Birthrights is particularly interested in the survey findings that related to respectful care. In common with the finding in our Dignity Survey, overall a substantial majority of women surveyed by the CQC said that they felt treated with respect and dignity (85% in the CQC survey, 82% in the Birthrights survey). However, 19% of women surveyed felt that staff did not listen to them when they raised a concern during labour. This accords with our finding that 18% of women felt that staff did not listen to them. When asked whether staff introduced themselves, 16% of women surveyed by the CQC reported that only some did and 2% that few or no staff did. Similarly, we found that 20% of women did not know the names of all the staff caring for them. These results suggest worrying failures in communication that can lead to women feeling degraded and disrespected. No doubt good communication is harder when staff are overstretched, but it ought to be possible to maintain basic standards of kindness and politeness whatever the staffing situation.

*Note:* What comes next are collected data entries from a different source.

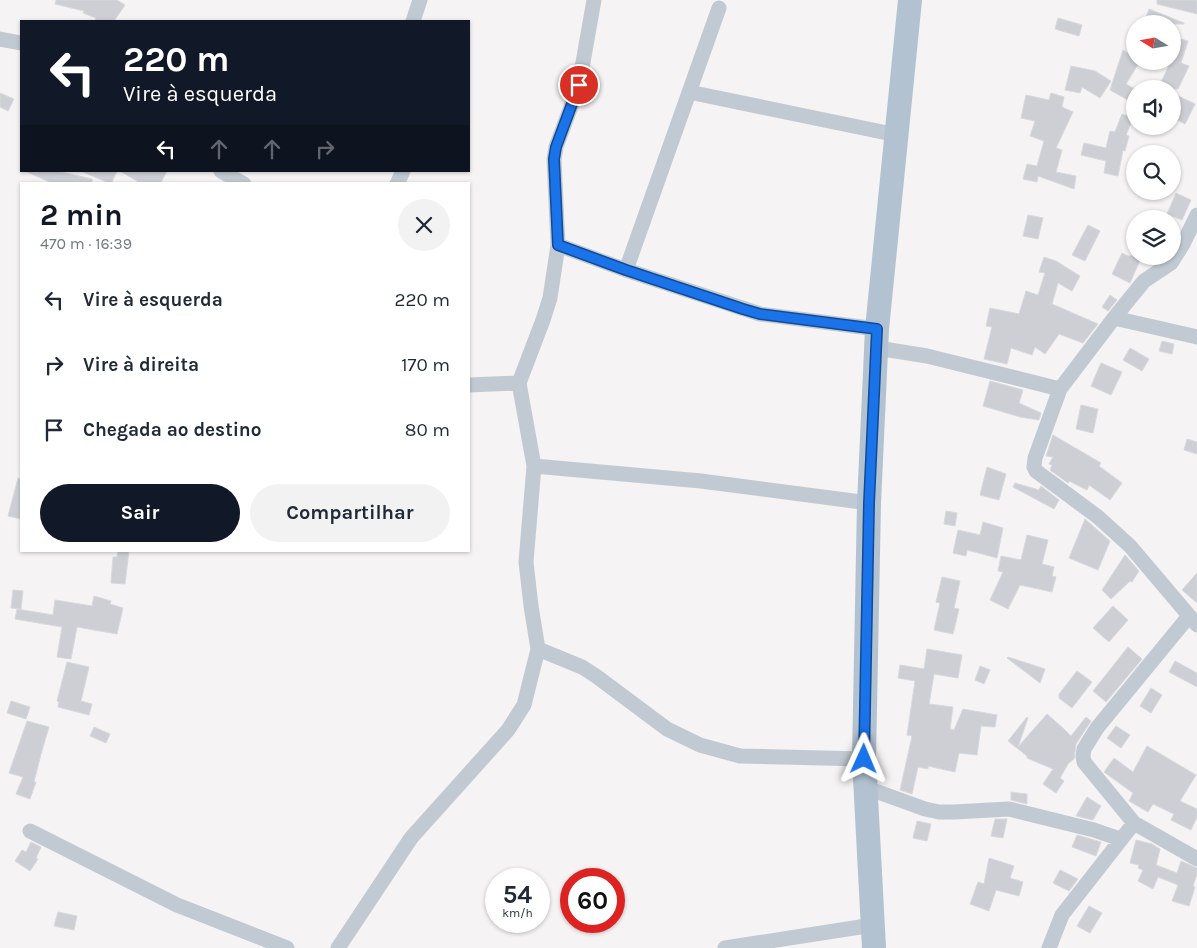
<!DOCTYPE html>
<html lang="pt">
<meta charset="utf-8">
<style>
:root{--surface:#fff;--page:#f2f2f3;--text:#1f2937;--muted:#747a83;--accent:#111827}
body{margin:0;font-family:Karla,sans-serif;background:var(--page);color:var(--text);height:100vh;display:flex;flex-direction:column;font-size:19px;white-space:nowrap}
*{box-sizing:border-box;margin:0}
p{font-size:16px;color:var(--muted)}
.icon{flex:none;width:28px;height:28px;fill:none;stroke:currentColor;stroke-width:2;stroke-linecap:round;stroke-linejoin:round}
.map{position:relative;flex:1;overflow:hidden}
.side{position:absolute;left:20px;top:182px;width:450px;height:370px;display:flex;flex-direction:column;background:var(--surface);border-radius:0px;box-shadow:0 1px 4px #0004}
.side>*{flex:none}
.top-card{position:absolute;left:20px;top:20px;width:450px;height:152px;border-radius:0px;box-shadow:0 1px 4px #0004;background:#111827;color:#fff;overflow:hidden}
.needle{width:32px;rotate:281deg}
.buttons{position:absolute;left:1126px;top:15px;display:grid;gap:10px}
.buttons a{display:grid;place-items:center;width:55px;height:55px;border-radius:50%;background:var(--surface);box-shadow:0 1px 4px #0004;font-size:25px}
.speed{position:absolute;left:485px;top:868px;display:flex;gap:10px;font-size:25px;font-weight:700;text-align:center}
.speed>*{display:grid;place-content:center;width:65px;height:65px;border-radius:50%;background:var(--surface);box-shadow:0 1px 4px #0004;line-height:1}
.speed small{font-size:12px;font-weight:400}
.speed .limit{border:8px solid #d22;background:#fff;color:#111}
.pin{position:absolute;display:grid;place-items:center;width:42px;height:42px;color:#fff;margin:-21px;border:2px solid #fff;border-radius:50%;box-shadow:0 1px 5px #0007}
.me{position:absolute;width:55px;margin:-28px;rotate:1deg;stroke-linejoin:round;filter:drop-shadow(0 0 4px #0008)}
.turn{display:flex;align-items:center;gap:18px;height:105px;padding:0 20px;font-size:22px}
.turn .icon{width:65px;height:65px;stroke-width:2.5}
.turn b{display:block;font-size:35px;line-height:42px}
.lanes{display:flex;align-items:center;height:48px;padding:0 20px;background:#0003;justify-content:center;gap:25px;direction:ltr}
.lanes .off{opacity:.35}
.round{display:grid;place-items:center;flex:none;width:52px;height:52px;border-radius:26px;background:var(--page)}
.headline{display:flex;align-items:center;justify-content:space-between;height:85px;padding:0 20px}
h1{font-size:30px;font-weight:700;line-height:38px;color:var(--accent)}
.primary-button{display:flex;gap:10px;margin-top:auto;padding:10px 20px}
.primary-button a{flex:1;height:58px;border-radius:30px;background:var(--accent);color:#fff;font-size:20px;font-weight:700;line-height:58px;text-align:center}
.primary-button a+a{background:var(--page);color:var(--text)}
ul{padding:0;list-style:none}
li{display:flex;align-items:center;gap:15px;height:65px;padding:0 20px}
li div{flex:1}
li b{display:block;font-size:19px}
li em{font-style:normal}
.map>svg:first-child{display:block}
.building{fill:#cdcfd5;stroke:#d7d9de}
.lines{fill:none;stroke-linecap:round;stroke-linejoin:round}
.minor{stroke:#c1cad2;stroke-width:15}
.primary{stroke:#b3c2d1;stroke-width:24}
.route-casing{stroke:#114b97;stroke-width:12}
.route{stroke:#1a73e8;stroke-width:9}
</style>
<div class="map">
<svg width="1197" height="948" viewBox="0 0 1197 948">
<rect width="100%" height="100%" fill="#f5f3f3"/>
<path class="building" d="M56 0H117L125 5 114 21H95L96 18 83 13 84 11 55 4Z
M1157 0H1197V14L1157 4Z
M1149 9 1184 23V24H1155L1145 20Z
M1058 18 1082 25 1079 36 1055 29Z
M1172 37 1188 41 1181 63 1189 66 1178 89H1158L1171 61H1172Z
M1123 50 1135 58V61H1140L1126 84 1135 89V104L1110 90Z
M1071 66 1095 71 1111 81 1100 98 1082 87 1080 93 1065 90Z
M0 93 14 99 8 111 0 107Z
M1051 93 1064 97 1062 107 1073 112 1056 148 1062 150 1056 172 1076 176 1074 189 1038 176 1037 182 1023 179 1027 164 1037 166 1044 141 1030 136 1035 121 1021 118 1026 95 1049 100Z
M1172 93 1195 104 1185 124 1172 117Z
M1122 114 1133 118 1126 135 1129 136 1125 151 1123 150 1118 176 1104 173 1106 161 1081 155 1084 143 1106 148 1110 131 1115 132Z
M25 171H57L92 179V184H54Z
M81 171H117L111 184Z
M120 171H167L160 184H142Z
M1176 193 1191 200 1182 220 1167 214Z
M1028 215 1043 218 1038 239 1023 236Z
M1088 225 1100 231 1085 261 1072 255Z
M1122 253 1128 256H1142L1130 283 1112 274Z
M1044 257 1056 261 1080 276 1072 291 1058 283 1052 304 1098 324 1083 343 1059 334 1045 354 1035 347 1032 355 1011 348 1007 364 984 359 992 327 986 326 990 308 1019 314 1026 291 1038 295 1045 273 1039 272Z
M1110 295 1117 300 1108 311 1102 307Z
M1162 341 1174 344 1172 354 1159 351Z
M1130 348 1149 359 1142 371 1123 360Z
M1101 363 1122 372 1111 395 1091 386Z
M990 381 1023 390 1019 403 1041 413 1039 420 1020 417 983 406Z
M1081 405 1098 409 1093 433 1076 429Z
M1053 435 1101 463 1099 466 1122 483 1110 500 1089 485 1087 490 1069 481 1068 483 1050 470 1052 465 1049 464 1053 457 1046 456Z
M1187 439 1197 442V454L1184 450Z
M987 467 1006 474 999 500 980 495Z
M18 478 21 479V519L8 516Z
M1015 483 1039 490 1041 486 1059 500 1054 509 1013 487Z
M946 511 957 513 955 526 944 524Z
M1085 519 1110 541 1098 570 1069 558Z
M983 522 1003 528 997 558 967 550 966 556 953 553 958 530 980 535Z
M1027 535 1048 540 1042 564 1054 567 1052 576 1056 577 1052 592 1020 585 1008 609 990 600 1003 572 998 571 1001 556 1021 560Z
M118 551H129L125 584 111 583 113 557H117Z
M1125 555 1139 571 1132 582 1130 581 1111 599 1102 590Z
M1197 573V603L1182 590Z
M942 577 960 581 954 608 959 609 953 634 934 630 940 603 936 602Z
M13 590 23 591 21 609 11 608Z
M94 596 111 601 110 604 123 608 117 634 77 627 71 659 57 657 62 627 15 619 17 609 53 615 55 600 92 606Z
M1113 606 1128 620 1109 642 1093 628Z
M1128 647 1142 659 1106 702 1093 691Z
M927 649 962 655 958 678 934 674 929 704 953 707 950 729 954 730 963 709 997 715 995 727 981 726 977 755 959 753 955 772 928 766V769L918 767 912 794 900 790 912 736 907 735 915 681 898 678 900 665 924 669Z
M1008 657 1045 669 1040 683 1007 658Z
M1175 661 1197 673V687L1169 672Z
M67 662 89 667 81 701 92 704 89 715 58 707 59 702 57 701Z
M980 666 990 670 984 684 975 680Z
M1077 671 1092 682 1072 708 1059 698V694Z
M1151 688 1162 695 1151 713 1140 706Z
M11 701 30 707 26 719 7 713Z
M1047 714 1064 729 1071 736 1086 717 1091 721 1076 744 1074 759 1068 764 1060 778 1064 781 1056 793 1043 784 1053 769 1027 758V756L1008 741 1027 717 1028 718 1018 747Z
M27 721 49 727 41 754 34 782H36L30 799 16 794 23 777 9 773Z
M1116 726 1130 735 1121 748 1107 738Z
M94 727 110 734 106 743 90 736Z
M1147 746 1196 775 1180 801 1197 809V817L1191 830 1171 820 1174 814 1153 804 1148 812 1129 801 1133 793 1104 772 1114 758 1133 772Z
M1011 792 1027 794V804L1011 800Z
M1087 797 1101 806 1093 820 1076 816Z
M995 819H1007L1003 838 991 836Z
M917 821 931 824 927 841 913 838Z
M1077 835 1101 842 1096 856 1072 847Z
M1136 840 1152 844 1160 849 1156 865 1177 873 1181 861 1197 868V874L1193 886 1195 887 1189 906 1172 901 1178 885 1158 877 1153 889 1138 881 1143 870 1138 868 1139 865 1130 863Z
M31 842 41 847 36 858 38 859 30 871 15 861 22 850 26 852Z
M989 858 1014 866 1010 878 1023 882 1019 896 996 890 989 911 970 904 978 882 984 884Z
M1060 870 1078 879 1069 891 1053 883Z
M1089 906 1102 913 1090 933 1077 926Z
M58 912 77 916 74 930 54 926Z"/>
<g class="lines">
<path class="minor" d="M413 21 420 0
M0 39 21 43
M689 92 897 135
M221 171 244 184
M397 184 403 171
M558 245 626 270 760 314 877 329
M626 270 719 8
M1114 318 1197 337
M877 348 927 356 1060 389 1114 318 1144 281 1171 263 1183 244 1197 215
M469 385 519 383
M1060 389 1035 458 1034 467 1036 471 1098 517 1130 546 1197 625
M534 466 701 481 869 503
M538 649 582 667 596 676 667 729 700 745 740 756 864 759
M867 788 925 809 939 812H954L1009 809 1094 830 1120 839
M1134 823 1197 859
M30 831 177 905 287 948
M338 948 411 838 508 730 524 705 538 649 531 606 526 562 534 466 519 383 543 320 550 298 558 245 554 159 556 147 579 85 594 0
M725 948 873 925
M1049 948 1062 915 1134 823 1084 762 1083 756 1084 749 1097 728 1189 616"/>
<path class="primary" d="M874 948 864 759 869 503 877 329 910 0"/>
</g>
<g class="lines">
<defs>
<path id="route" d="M579 85 556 147 554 159 558 245 626 270 743 309 760 314 877 329 869 503 864 759"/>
</defs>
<use href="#route" class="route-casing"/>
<use href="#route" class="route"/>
</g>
</svg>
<div class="buttons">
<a><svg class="needle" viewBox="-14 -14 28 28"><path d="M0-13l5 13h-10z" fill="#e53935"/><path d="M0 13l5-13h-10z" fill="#747a83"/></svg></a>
<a><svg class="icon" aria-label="sound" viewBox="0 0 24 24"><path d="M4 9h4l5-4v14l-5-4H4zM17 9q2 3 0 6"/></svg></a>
<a><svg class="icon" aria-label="search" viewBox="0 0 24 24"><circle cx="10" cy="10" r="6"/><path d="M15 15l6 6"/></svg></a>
<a><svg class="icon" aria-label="layers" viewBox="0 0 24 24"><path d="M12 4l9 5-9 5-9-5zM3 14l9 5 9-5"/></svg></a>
</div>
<div class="speed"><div>54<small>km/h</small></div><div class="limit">60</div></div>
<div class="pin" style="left:579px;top:85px;background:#d93025"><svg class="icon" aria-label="arrive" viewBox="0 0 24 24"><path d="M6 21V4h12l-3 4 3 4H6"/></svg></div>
<svg class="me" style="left:864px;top:759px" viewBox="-20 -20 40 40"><path d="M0-17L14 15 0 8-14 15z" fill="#1a73e8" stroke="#fff" stroke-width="4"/></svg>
<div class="top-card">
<div class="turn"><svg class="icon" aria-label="left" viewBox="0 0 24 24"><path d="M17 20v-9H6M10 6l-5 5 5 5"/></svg><div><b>220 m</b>Vire à esquerda</div></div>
<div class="lanes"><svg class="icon" aria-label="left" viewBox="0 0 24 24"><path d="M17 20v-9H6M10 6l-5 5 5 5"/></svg><svg class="icon off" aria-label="ahead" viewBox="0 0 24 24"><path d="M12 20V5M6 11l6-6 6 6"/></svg><svg class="icon off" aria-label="ahead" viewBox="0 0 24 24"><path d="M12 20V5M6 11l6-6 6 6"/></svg><svg class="icon off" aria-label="right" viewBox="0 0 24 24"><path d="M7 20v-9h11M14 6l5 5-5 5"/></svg></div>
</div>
<section class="side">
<div class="headline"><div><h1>2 min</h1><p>470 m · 16:39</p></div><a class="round"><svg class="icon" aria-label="close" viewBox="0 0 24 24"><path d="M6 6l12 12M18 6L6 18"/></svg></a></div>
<ul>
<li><svg class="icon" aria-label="left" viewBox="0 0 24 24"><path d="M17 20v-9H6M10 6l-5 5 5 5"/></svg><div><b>Vire à esquerda</b></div><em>220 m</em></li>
<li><svg class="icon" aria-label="right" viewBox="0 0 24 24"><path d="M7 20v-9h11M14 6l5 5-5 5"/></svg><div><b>Vire à direita</b></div><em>170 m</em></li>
<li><svg class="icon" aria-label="arrive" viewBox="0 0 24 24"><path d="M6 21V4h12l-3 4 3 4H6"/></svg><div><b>Chegada ao destino</b></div><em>80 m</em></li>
</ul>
<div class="primary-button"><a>Sair</a><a>Compartilhar</a></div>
</section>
</div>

The CQC has not provided a breakdown of its results by type of birth (other than those relating to being left alone in labour). We found that women who experienced an assisted birth reported significantly poorer care than those who had a spontaneous vaginal delivery or a c-section. In particular, our findings showed that a quarter of women who had an assisted birth believed that their consent had not been sought for procedures during labour. It would be useful if the CQC were to provide results by type of birth in the future, so that maternity providers are made aware of serious issues that can arise during assisted deliveries.

When it came to choices in childbirth, the survey painted a depressing picture. As the CQC concluded, ‘Information needed to make choices was not consistently provided and the choices themselves were not universally offered to women.’ 18% of women said they were not offered any choice about where they gave birth, only 38% were offered the choice of home birth, 35% were offered the choice of a birth centre and 60% a choice between hospitals. The respondents to our Dignity Survey reported similar lack of choice – 26% said they did not have a choice about where to give birth and 21% said they were not given adequate information to make choices about their birth.

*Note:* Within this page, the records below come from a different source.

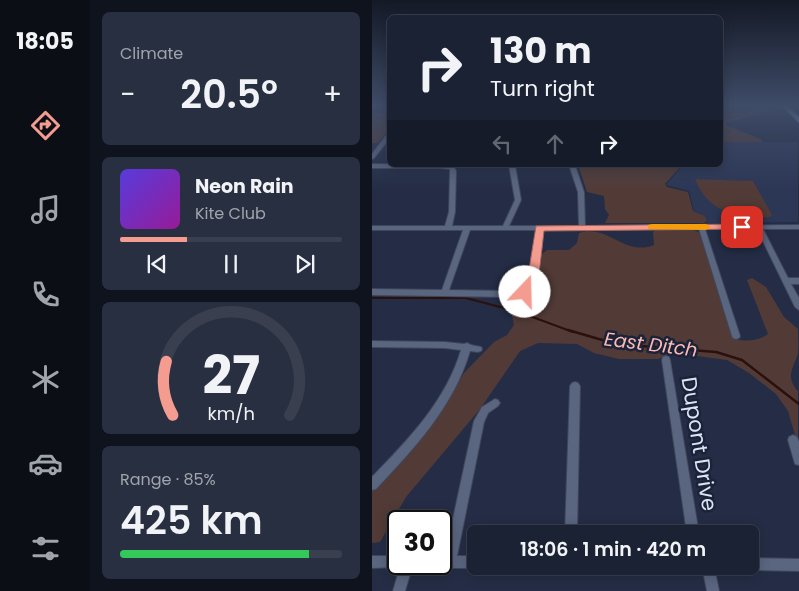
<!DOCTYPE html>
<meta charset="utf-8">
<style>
body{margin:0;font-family:Poppins,sans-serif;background:#282f40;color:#f1f3f6;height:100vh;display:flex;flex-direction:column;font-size:19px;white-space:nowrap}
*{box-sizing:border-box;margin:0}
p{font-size:16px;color:#a0a4ac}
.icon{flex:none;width:28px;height:28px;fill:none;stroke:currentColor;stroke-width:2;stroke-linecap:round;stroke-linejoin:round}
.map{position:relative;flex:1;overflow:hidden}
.drawer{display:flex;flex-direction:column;gap:12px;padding:12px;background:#0f131d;width:282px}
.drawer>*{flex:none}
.banner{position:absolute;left:15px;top:15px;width:336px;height:152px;border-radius:8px;box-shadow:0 2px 12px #0003,0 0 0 1px #393f4f;background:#1b2234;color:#f1f3f6;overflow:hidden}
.speed{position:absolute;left:15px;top:510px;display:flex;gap:10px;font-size:25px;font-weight:700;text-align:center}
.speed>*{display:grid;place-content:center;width:65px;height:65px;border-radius:50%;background:#1b2234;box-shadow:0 2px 12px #0003,0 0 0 1px #393f4f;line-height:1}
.speed .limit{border:2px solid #111;border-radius:8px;background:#fff;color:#111}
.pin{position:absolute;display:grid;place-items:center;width:42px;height:42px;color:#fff;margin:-21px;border-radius:10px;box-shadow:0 2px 8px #0006}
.me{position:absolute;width:55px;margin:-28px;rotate:21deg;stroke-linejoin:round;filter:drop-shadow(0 0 4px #0008)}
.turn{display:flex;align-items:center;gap:18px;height:105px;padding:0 20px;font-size:22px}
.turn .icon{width:65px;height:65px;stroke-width:2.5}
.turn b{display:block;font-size:35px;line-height:42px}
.lanes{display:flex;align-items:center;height:48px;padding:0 20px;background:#0003;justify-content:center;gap:25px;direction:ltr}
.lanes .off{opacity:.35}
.big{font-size:38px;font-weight:600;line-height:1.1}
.drawer .widget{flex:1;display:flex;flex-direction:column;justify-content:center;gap:8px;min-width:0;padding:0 18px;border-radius:8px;background:#282f40}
.drawer .dial{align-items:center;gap:0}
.dial svg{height:130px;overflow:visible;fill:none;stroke:#393f4f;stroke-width:7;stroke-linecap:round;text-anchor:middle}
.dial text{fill:#f1f3f6;stroke:none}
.song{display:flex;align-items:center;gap:15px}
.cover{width:60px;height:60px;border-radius:8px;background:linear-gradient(135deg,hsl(250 70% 55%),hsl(300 70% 35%))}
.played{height:5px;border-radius:2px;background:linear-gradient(90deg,#f59c90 30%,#393f4f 30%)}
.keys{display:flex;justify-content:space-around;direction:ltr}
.heat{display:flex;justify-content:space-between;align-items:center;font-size:28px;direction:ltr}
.charge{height:8px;border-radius:4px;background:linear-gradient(90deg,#34c759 85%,#393f4f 0)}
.trip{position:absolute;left:95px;top:525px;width:292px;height:50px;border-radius:8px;background:#1b2234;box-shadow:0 2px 12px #0003,0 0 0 1px #393f4f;font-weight:600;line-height:50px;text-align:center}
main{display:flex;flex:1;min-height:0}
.menu{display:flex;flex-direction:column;width:90px;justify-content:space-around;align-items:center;background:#0b0e15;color:#a0a4ac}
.menu .icon{width:35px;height:35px}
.menu .current{color:#f59c90}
.menu b{font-size:22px;color:#f1f3f6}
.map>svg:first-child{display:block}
</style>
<main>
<nav class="menu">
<b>18:05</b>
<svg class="icon current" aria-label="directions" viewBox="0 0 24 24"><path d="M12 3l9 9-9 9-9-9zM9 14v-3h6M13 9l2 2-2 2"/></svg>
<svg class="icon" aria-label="music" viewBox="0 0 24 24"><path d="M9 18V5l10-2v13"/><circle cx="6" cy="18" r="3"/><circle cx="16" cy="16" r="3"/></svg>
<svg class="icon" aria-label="phone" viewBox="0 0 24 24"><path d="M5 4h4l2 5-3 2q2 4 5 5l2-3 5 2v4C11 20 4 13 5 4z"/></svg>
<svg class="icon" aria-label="climate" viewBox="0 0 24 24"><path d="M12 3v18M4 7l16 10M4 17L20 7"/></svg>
<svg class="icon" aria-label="car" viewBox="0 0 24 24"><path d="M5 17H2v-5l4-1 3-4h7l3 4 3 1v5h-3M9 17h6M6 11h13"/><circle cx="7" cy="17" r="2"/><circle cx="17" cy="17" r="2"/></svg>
<svg class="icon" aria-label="filters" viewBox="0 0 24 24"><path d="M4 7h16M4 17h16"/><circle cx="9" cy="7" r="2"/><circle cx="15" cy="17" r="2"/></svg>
</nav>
<section class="drawer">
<div class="widget"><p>Climate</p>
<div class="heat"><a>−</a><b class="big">20.5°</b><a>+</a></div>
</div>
<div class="widget">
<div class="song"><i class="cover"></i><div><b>Neon Rain</b><p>Kite Club</p></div></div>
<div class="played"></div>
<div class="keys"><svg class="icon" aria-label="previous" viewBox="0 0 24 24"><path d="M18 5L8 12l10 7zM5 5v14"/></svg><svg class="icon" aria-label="pause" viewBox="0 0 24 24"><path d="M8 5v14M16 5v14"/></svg><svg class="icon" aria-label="next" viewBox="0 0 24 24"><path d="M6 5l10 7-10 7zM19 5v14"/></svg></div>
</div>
<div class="widget dial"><svg viewBox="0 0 100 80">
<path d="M14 69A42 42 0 1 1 86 69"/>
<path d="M14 69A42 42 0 0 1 10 36" stroke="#f59c90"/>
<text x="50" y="56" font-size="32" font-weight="700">27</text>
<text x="50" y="72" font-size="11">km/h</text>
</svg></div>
<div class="widget"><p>Range · 85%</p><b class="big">425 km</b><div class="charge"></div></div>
</section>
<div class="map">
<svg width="427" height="591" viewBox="0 0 427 591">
<rect width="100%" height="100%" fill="#242d45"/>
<path fill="#2c3755" d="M349,142H426V222L336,223L333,216L322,211L317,191L294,185L311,165H349Z"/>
<path fill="#523b37" d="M391,107L396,111L355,123L354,125L390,140V142H349V113H374Z
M0,113H17V129L6,143H0Z
M206,165H310L293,184L295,187L316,192L321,211L333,216L335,221L332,223H233L237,215L233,209L232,196L215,192Z
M323,179L381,181L400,215L398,217C367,219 335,212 323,179Z
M284,229L322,230L328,233L363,339C375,342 387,341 396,334L375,280L380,278L394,287L412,317L426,329C426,336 427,347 426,354C421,368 413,377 426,391V445L416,411L404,394L377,373L355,360L303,353L286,359H247L222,353L205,344L166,343L148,351L108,409L34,497L8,542L0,543V488L67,415L92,373L122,342L135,335L142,325L140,315L149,297L159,295L167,281L170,254L175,250H197L205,243L207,233C235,223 253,257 282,245L281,232Z"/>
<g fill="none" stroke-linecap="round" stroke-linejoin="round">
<path stroke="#2c100c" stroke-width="2" d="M0,298H94L147,312L201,332"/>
<path stroke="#2c100c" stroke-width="2.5" d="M196,330L244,344L344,352L370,360L427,404"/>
<defs>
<path id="minor" d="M16,133H18V138L2,158L0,159V154Z
M0,164L71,165L82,167L84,171L83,212L80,226H131L143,200L137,165H143L149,200L137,226H207L206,192L197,165H203L212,192L213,226L427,225V229H391L416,278H427V284H419L427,298V310L423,307L385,229H333L368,336L367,338L364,339L361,338L360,336L327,229L171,230L164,284L156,294L142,297L0,295V289L70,290L91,230H0V226H73L77,212L78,171V169L68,168H0ZM98,230H165L156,283L151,290L142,291L77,290Z
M0,341L73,342L92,344L95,343L99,345L109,347L110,349L109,351L106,352L98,351C82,406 42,449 4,489L0,490V477C36,440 74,401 89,350L73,348L0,347Z
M294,356L297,357L298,360L327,534H315L290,360L291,357Z
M203,382L206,383L208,386L205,534H193L198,386L200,383Z
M123,399L126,400L128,403L126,406L116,413L112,422L85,556H104V566H108L104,568H69L65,566L64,564H69V556H73L102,421L110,407Z
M421,435L425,437L427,442V465L423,464L416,440L417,437Z
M0,556H26V564H41L33,591H21L28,567L0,568Z
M379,558L427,559V571L379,570L375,568L374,566H379Z
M330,566H342L347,591H335Z"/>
<path id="major" d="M410,106H416L427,117V123Z"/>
</defs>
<use href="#minor" stroke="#3f475b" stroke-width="2"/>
<use href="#major" stroke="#3f475b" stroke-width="2"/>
<use href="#minor" fill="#5a6580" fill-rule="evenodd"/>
<use href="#major" fill="#8397ca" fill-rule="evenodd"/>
</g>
<linearGradient id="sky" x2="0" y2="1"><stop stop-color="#141926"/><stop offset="0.56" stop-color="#3f4c68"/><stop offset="1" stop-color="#3f4c68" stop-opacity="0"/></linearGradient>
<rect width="427" height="189" fill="url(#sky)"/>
<path fill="#f59c90" stroke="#9f655e" d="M370,224L374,225V229L172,231L166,284L157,295H149L148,292L155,282L164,226Z"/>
<path fill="#f59e0b" d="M280,224H334L339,227L334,230L276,229V225Z"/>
<g text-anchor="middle" stroke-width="5" stroke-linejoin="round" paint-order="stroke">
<g font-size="19" font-style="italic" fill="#fdbbb1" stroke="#1b233b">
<text transform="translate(279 344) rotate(7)" y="7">East Ditch</text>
</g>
<g font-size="21" fill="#dee4f4" stroke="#1b233b">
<text transform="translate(327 444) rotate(81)" y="7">Dupont Drive</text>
</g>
</g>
</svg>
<div class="speed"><div class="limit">30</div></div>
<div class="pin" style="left:370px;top:227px;background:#d93025"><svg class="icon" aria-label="arrive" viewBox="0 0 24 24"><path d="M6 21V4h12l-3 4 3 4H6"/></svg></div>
<svg class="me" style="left:153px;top:292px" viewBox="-20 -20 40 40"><circle r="19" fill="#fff"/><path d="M0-13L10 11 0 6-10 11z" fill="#f59c90"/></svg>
<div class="trip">18:06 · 1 min · 420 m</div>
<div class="banner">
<div class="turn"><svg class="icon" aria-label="right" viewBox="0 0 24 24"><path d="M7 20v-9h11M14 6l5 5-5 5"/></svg><div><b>130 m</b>Turn right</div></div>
<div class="lanes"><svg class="icon off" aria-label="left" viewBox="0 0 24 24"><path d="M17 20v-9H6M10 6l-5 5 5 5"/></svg><svg class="icon off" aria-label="ahead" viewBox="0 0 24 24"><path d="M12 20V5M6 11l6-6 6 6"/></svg><svg class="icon" aria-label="right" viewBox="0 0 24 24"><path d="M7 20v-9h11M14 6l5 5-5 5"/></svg></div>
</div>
</div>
</main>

The government’s maternity policy, enshrined in ‘Maternity Matters‘, expects NHS commissioners to implement a ‘national choice guarantee’ of the full-range of places of birth – home, birth centre and hospital. The NHS Choice Framework, written for patients, entitles women to ‘self-refer’ into a midwifery service of their choice. The difference between the choices that are promised and the choices that are being delivered is stark. It is all the more depressing in light of what we know about the outcomes for women who are given choices about where they give birth. Our Dignity Survey repeatedly highlighted that women who give birth in birth centres and at home have dramatically more positive experiences that those who birth in hospital. Just one example – 45% of women who gave birth in hospital felt it had a negative effect on their self-esteem, compared with only 11% of those who gave birth in a birth centre.

The survey underscores a systemic failure to introduce real choice into maternity services that must be addressed by the Department of Health, NHS England and Monitor. If NHS Trusts are not going to provide services to meet women’s needs, private maternity providers that take advantage of the new NHS commissioning arrangements will grow to fill the gap.